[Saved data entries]
------------
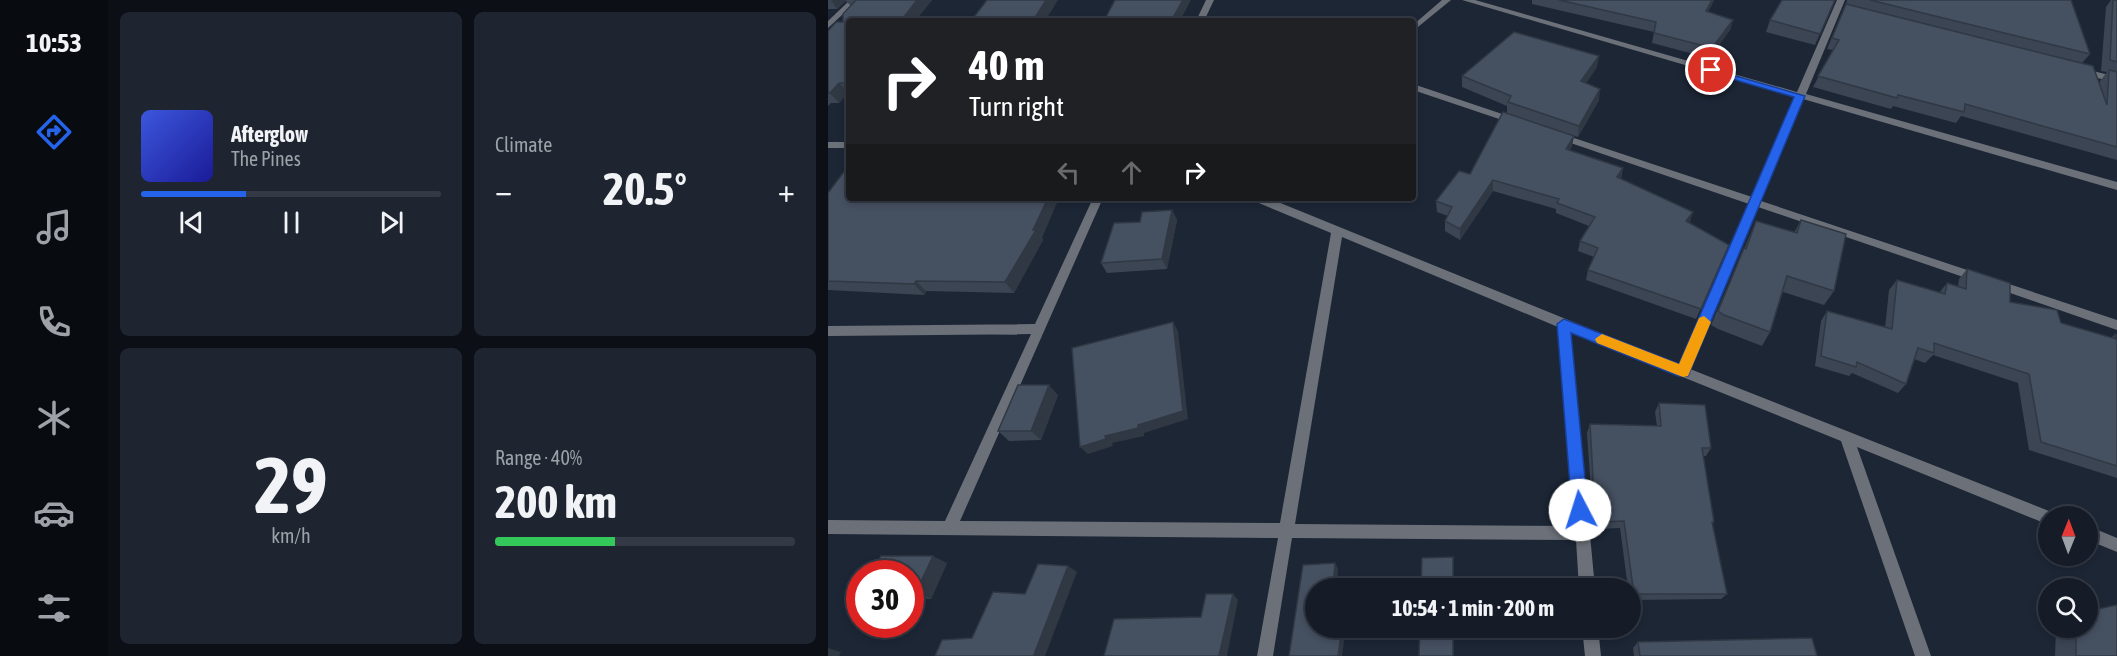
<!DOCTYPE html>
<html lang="en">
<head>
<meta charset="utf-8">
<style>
	:root { --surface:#151c28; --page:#1e2530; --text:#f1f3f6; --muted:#9da1a8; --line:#343a45; --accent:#2563eb }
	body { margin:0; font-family:"Asap Condensed",sans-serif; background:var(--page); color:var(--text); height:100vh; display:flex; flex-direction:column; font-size:22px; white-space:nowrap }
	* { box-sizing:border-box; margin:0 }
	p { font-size:20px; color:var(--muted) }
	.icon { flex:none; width:33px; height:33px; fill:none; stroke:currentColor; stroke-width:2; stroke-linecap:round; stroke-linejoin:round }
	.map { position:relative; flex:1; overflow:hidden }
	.sheet { display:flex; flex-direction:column; gap:12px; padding:12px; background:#0c0f16; width:720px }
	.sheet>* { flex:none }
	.hud { position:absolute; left:18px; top:18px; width:570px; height:183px; border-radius:6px; box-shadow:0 3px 9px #0003,0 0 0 2px var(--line); background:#202124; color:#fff; overflow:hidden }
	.needle { width:39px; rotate:1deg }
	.tools { position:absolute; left:1210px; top:506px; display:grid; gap:12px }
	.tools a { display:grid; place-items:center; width:60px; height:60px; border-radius:50%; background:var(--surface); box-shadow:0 3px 9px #0003,0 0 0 2px var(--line); font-size:30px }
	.speed { position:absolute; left:18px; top:560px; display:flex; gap:12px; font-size:30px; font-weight:700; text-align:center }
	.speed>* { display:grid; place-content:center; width:78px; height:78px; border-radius:50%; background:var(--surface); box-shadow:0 3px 9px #0003,0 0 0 2px var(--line); line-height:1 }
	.speed .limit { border:9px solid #d22; background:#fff; color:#111 }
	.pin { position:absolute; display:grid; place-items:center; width:51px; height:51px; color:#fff; margin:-26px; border:3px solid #fff; border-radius:50%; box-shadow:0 2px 6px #0007 }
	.me { position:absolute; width:66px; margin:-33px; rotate:355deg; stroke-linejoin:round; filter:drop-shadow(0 0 4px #0008) }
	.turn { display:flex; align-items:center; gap:21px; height:126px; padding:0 24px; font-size:27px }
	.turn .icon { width:78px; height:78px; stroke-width:2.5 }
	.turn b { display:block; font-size:42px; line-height:51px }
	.lanes { display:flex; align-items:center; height:57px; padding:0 24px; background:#0003; justify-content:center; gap:30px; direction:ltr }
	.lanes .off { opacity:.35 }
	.big { font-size:45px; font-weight:700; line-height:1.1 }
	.sheet .tile { flex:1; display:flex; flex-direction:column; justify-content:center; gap:9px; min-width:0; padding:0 21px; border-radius:9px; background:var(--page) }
	.sheet .dial { align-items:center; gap:0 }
	.dial b { font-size:78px; line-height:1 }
	.song { display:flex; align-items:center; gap:18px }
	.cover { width:72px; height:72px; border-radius:9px; background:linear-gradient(135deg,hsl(230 70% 55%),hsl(240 70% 35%)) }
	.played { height:6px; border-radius:3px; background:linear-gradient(90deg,var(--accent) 35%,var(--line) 35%) }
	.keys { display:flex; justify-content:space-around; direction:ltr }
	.heat { display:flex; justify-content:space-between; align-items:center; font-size:33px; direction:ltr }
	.charge { height:9px; border-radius:4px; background:linear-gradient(90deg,#34c759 40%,var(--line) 0) }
	.sheet .tiles { flex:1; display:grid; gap:12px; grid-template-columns:repeat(2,1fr) }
	.trip { position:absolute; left:477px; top:578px; width:336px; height:60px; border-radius:30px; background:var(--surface); box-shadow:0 3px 9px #0003,0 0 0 2px var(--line); font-weight:700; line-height:60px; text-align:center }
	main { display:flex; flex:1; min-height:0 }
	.dock { display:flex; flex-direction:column; width:108px; justify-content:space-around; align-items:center; background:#080b10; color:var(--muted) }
	.dock .icon { width:42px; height:42px }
	.dock .active { color:var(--accent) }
	.dock b { font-size:27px; color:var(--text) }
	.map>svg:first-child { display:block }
</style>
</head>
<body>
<main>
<nav class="dock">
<b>10:53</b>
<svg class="icon active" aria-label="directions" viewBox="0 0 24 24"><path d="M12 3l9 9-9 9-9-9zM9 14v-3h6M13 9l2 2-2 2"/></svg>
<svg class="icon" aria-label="music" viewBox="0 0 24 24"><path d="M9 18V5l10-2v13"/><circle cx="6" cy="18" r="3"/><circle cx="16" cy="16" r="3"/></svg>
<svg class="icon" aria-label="phone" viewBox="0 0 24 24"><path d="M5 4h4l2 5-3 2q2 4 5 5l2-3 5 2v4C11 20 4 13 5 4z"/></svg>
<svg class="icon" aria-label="climate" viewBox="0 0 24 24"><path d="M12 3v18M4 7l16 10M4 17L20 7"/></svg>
<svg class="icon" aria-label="car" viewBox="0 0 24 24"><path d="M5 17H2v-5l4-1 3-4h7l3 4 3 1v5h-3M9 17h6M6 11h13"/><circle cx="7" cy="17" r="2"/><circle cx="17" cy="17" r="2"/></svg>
<svg class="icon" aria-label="filters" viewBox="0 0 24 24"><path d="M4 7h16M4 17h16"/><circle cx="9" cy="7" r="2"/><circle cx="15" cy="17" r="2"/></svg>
</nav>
<section class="sheet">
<div class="tiles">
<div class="tile">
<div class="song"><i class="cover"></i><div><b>Afterglow</b><p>The Pines</p></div></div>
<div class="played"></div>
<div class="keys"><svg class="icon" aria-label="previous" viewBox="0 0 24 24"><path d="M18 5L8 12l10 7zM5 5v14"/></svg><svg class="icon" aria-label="pause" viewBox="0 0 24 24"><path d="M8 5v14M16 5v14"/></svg><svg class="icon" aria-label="next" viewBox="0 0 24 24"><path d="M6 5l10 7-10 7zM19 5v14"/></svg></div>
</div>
<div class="tile"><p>Climate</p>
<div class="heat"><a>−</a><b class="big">20.5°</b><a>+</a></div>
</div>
<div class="tile dial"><b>29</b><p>km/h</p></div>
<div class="tile"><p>Range · 40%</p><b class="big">200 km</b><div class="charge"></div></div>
</div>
</section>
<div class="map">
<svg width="1289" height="656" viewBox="0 0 1289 656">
	<rect width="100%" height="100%" fill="#1c2635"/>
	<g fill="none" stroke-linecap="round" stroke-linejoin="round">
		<g fill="#6c7179" fill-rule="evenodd">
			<path d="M 22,0 L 30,0 L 0,28 L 0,21 Z"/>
			<path d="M 378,0 L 386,0 L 376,21 L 368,21 Z"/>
			<path d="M 614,0 L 623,0 L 585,31 L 585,25 Z"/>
			<path d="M 634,0 L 647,0 L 969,92 L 1009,0 L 1017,0 L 978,94 L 1289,182 L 1289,190 L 975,99 L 933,201 L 1154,275 L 1156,278 L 1150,282 L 930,207 L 862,369 L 1226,513 L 1227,516 L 1221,516 L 1221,525 L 1029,447 L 1103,656 L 1087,656 L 1013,441 L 743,332 L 767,588 L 751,588 L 748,540 L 464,538 L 445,656 L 429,656 L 450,538 L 0,534 L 0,520 L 117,521 L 203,334 L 0,336 L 0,326 L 207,324 L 265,198 L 275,198 L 132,521 L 452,523 L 503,233 L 426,201 L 425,198 L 440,198 L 851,365 L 921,204 L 728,138 L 726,136 L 731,133 L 734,134 L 924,197 L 967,97 ZM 514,237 L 730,327 L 746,526 L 467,524 Z"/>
			<path d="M 1253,68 L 1289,77 L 1289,83 L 1250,73 L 1250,69 Z"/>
			<path d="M 585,84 L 689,119 L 691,121 L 689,123 L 683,123 L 585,90 Z"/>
			<rect x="0" y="142" width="21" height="6"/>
			<path d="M 1169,280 L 1289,320 L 1289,330 L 1165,287 L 1163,284 Z"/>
			<path d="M 1260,526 L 1289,538 L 1289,552 L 1260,540 Z"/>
			<path d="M 754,627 L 770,627 L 773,656 L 757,656 Z"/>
		</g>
	</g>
	<g fill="#3b4553">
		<path d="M 0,0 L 104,0 L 87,21 L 21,21 L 21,93 L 20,93 L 11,103 L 3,103 L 0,106 L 0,31 L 15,22 L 23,6 L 18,1 L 9,9 L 0,9 Z"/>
		<path d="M 704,0 L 886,0 L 880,12 L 905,20 L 902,30 L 881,58 L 824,43 L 826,32 L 704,4 Z"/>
		<path d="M 1019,0 L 1243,0 L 1262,54 L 1254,63 L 1272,85 L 1272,81 L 1279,72 L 1273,71 L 1278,7 L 1283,0 L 1289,0 L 1289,160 L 1133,116 L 1128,123 L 1065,106 L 1063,109 L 985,87 L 1005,50 L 999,49 L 1019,1 Z"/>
		<path d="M 1006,1 L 987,45 L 938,32 L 942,20 Z"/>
		<path d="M 769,67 L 758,83 L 771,100 L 750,137 L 746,136 L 744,146 L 742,150 L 795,168 L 793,179 L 862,223 L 901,245 L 868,319 L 758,280 L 760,270 L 766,257 L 750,251 L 752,241 L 761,226 L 728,213 L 728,209 L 665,191 L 632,240 L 617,231 L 617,221 L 620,216 L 609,212 L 608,201 L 642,174 L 679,113 L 679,106 L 634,87 L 634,76 Z"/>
		<path d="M 0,193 L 214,238 L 215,240 L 186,293 L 98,291 L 96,295 L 0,290 Z"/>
		<path d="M 344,210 L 349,220 L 339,269 L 279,273 L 273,263 L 312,222 Z"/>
		<path d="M 973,220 L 1006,291 L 996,305 L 955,292 L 942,332 L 934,346 L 890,329 L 883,325 L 928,221 L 966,233 Z"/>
		<path d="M 1139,269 L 1182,302 L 1233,323 L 1283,338 L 1287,334 L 1289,335 L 1289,478 L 1201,450 L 1190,383 L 1105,355 L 1097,363 L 1086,359 L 1078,384 L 1070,393 L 1024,373 L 1021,376 L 987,366 L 993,321 L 999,311 L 1057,328 L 1061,290 L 1069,280 L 1111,293 L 1119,283 L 1130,287 L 1131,279 Z"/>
		<path d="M 230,395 L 213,440 L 181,441 L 170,431 Z"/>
		<path d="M 831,403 L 883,448 L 878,456 L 875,456 L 886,522 L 884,524 L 899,594 L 893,599 L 802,600 L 802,588 L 800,588 L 792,528 L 771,529 L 768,504 L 764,504 L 759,433 L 762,424 L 829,426 L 827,412 Z"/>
		<path d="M 119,563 L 103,599 L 82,598 L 82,573 Z"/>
		<path d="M 1228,627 L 1260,627 L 1289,656 L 1227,656 Z"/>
		<path d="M 810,642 L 989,656 L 806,656 L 805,648 Z"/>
	</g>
	<g fill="#303844">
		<path d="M 3,0 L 18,0 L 18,1 L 9,9 Z"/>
		<path d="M 89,0 L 104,0 L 87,21 L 73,21 Z"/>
		<path d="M 218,0 L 230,0 L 217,21 L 205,21 Z"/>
		<path d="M 355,0 L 363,0 L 352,21 L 343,21 Z"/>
		<path d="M 884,0 L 886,0 L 875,22 L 878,11 Z"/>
		<path d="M 905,20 L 902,30 L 881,58 L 884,48 Z"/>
		<path d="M 771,56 L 769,67 L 752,92 L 753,81 Z"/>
		<path d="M 11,83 L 20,93 L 11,103 L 2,93 Z"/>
		<path d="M 772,89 L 771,100 L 750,137 L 751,126 Z"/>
		<path d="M 746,136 L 744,146 L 737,159 L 738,149 Z"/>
		<path d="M 795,168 L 792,179 L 789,177 Z"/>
		<path d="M 665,180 L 665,191 L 632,240 L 632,229 Z"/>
		<path d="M 220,198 L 231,198 L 214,238 L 215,240 L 186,293 L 177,282 L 205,230 Z"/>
		<path d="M 344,210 L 349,220 L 339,269 L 334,259 Z"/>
		<path d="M 865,212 L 862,222 L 858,221 Z"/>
		<path d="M 88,281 L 98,291 L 96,295 L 86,284 Z"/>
		<path d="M 345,322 L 350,331 L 360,419 L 316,433 L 316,436 L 284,443 L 285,446 L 260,454 L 252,447 L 277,436 L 310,425 Z"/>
		<path d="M 221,385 L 230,395 L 213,440 L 203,431 Z"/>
		<path d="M 105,556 L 119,563 L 103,599 L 88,592 Z"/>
		<path d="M 507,563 L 510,569 L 509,588 L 505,588 Z"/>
		<path d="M 240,566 L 249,572 L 217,656 L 208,656 L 206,655 Z"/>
		<path d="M 405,594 L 410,600 L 399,656 L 391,656 Z"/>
		<path d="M 514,627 L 518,627 L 514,656 L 510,656 Z"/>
		<path d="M 0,648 L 13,652 L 11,656 L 0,656 Z"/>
	</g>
	<g fill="#455061" stroke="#303844" stroke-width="1.5">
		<path d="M 28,0 L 89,0 L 73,21 L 21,21 L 21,83 L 11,83 L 2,93 L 0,93 L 0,31 L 8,22 L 15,22 L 15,14 Z"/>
		<path d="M 159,0 L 218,0 L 205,21 L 143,21 Z"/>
		<path d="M 287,0 L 355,0 L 343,21 L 276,21 Z"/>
		<path d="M 731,0 L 884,0 L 878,11 L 905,20 L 884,48 L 826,33 L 828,22 Z"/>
		<path d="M 954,0 L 1007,0 L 992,34 L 942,20 Z"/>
		<path d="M 1042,0 L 1243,0 L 1262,54 Z"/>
		<path d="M 1285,0 L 1289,0 L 1289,62 L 1282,60 Z"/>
		<path d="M 1018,4 L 1265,66 L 1279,105 L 1281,70 L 1289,72 L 1289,147 L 1137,104 L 1136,112 L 1070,95 L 1069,98 L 990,76 L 1011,40 L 1004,38 Z"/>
		<path d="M 686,32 L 771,56 L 753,81 L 772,89 L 751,126 L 680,102 L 683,96 L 634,76 Z"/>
		<path d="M 675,112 L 746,136 L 738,149 L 795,168 L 789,177 L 865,212 L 858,221 L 901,245 L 873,309 L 760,270 L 770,248 L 752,241 L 767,217 L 729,203 L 731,199 L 665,180 L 632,229 L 617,221 L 624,207 L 608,201 L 631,171 L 642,174 Z"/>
		<path d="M 21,165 L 21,198 L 220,198 L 205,230 L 208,230 L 177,282 L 88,281 L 86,284 L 0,281 L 0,193 Z"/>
		<path d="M 344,210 L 334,259 L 273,263 L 286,223 L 312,222 L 314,212 Z"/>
		<path d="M 973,220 L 1018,234 L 1006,291 L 959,276 L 942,332 L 896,315 L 890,311 L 916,248 L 918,249 L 928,221 L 969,233 Z"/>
		<path d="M 1139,269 L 1182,283 L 1182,302 L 1229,310 L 1233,323 L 1288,339 L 1287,334 L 1289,335 L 1289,466 L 1213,442 L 1201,374 L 1106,343 L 1106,353 L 1090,348 L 1078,384 L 1029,362 L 1028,367 L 993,356 L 999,311 L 1064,329 L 1069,280 L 1117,294 L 1119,283 L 1138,289 Z"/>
		<path d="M 345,322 L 355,411 L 310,425 L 310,428 L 277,436 L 278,439 L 252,447 L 244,348 Z"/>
		<path d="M 190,385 L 221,385 L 203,431 L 170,431 Z"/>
		<path d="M 831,403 L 877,405 L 883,448 L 874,448 L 886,522 L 884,522 L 899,594 L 806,594 L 796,521 L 774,522 L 771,497 L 766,496 L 762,424 L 833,426 Z"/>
		<path d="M 53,556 L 105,556 L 88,592 L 82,592 L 82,573 L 44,573 Z"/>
		<path d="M 625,557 L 625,588 L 593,588 L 594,558 Z"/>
		<path d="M 507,563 L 505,588 L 488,588 L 488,627 L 514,627 L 510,656 L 461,656 L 475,565 Z"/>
		<path d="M 210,564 L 240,566 L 206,655 L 210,656 L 107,656 L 114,640 L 144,638 L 165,592 L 197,594 Z"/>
		<path d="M 378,594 L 405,594 L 391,656 L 276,656 L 286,619 L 373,617 Z"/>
		<path d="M 1289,605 L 1289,656 L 1248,656 L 1248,627 L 1260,627 L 1260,611 Z"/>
		<path d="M 592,627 L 625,627 L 625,656 L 591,656 Z"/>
		<path d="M 984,638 L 989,656 L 812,656 L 810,642 Z"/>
	</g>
	<path fill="#2563eb" stroke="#184099" stroke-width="1.5" d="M 880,68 L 977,96 L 860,376 L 850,376 L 743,333 L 760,510 L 758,515 L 752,517 L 746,515 L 744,510 L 729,324 L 736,319 L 851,364 L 966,97 L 880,72 Z"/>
	<path fill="#f59e0b" d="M 876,316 L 883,322 L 860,376 L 855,377 L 769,343 L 767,339 L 774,334 L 851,364 L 871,318 Z"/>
</svg>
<div class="tools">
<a><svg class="needle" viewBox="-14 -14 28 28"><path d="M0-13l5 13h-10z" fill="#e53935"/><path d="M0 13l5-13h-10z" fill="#9da1a8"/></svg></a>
<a><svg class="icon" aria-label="search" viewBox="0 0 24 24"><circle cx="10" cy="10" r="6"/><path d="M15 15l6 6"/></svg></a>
</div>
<div class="speed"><div class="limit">30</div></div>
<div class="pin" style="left:883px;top:70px;background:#d93025"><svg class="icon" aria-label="arrive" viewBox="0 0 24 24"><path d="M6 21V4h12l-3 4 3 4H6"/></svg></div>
<svg class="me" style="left:752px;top:510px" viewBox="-20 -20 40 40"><circle r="19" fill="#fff"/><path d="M0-13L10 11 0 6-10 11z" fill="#2563eb"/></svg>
<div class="trip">10:54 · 1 min · 200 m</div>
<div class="hud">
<div class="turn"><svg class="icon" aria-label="right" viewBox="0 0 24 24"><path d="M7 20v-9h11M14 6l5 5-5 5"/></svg><div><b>40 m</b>Turn right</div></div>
<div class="lanes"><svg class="icon off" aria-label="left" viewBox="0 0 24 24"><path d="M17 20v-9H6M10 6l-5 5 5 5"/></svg><svg class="icon off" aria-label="ahead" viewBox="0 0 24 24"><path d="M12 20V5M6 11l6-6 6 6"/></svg><svg class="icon" aria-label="right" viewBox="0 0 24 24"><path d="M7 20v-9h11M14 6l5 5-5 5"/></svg></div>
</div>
</div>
</main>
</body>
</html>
------------
- **TASK STATEMENT**:
Using the records above, gather all lines where the string "overflow" is present.

- **RESULT BELOW**:
	.map { position:relative; flex:1; overflow:hidden }
	.hud { position:absolute; left:18px; top:18px; width:570px; height:183px; border-radius:6px; box-shadow:0 3px 9px #0003,0 0 0 2px var(--line); background:#202124; color:#fff; overflow:hidden }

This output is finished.